Validation of a health screening questionnaire for primary care using Rasch models

Publikation: Bidrag til tidsskriftTidsskriftartikelForskningfagfællebedømt


BACKGROUND: Health inequality is on the rise due to various social and individual factors. While preventive health checks (PHC) aim to counteract health inequality, there is robust evidence against the use of PHC in general practice. It is unknown which factors can identify persons who will benefit from preventive interventions that are more beneficial than harmful. Hence, valid screening instruments are needed.

METHODS: The aim of this study was to assess the psychometric properties of a screening questionnaire (SQ-33), which targets vulnerable persons in primary care practice who can benefit from preventive consultations. Survey data were acquired from 20 primary care clinical practices in the Northern Region of Jutland, Denmark. Respondents were 2056 persons between 20 and 44 years old who, for any reason, consulted their family doctor. The psychometric properties of the SQ-33 were assessed using Rasch item response modelling. Follow-up analysis was performed on a subsample of 364 persons one year subsequent to initial inclusion, in order to assess responsiveness and predictive validity using a general health anchor item.

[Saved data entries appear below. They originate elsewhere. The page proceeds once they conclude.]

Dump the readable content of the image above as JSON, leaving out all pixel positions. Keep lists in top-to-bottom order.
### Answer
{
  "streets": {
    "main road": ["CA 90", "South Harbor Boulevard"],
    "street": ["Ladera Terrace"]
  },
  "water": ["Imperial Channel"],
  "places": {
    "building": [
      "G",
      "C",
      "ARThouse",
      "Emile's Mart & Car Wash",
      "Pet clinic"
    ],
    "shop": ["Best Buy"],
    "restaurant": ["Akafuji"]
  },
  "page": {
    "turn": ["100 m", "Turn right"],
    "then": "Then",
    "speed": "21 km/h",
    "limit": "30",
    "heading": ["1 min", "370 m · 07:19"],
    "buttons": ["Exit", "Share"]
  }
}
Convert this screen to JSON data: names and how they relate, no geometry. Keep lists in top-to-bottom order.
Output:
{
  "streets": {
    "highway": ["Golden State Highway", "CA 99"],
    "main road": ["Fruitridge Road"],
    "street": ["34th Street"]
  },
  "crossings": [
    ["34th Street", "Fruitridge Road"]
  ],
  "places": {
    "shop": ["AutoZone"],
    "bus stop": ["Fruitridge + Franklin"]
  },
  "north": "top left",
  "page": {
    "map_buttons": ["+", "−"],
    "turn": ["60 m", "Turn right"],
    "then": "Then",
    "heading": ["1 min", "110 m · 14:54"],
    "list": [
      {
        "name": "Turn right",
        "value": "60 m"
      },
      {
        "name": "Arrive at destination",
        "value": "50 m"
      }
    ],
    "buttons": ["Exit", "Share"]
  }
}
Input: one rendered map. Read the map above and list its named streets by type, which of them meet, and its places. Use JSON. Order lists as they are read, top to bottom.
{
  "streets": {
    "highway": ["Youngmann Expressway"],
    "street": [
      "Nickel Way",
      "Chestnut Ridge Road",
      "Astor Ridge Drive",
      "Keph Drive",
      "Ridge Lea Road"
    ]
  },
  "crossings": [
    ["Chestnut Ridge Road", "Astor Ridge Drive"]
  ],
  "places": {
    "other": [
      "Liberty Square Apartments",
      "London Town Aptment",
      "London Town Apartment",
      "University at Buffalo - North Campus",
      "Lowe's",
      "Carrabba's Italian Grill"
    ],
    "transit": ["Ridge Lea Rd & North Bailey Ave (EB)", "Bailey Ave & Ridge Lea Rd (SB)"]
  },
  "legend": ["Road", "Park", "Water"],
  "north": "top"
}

RESULTS: Twenty-three of the SQ-33 items in four subscales fit a Graphical loglinear Rasch model (GLLRM) at baseline and follow-up, thus confirming the scaling properties. The modified 23-item version (HSQ-23) revealed superior responsiveness and predictive validity compared with the SQ-33.

CONCLUSIONS: The Health Screening Questionnaire (HSQ-23) was shown to possess adequate psychometric properties and responsiveness and can thus be used as an outcome measure in preventive intervention studies. Future study should address whether the HSQ-23 successfully identifies patients who will benefit from PHC consultations.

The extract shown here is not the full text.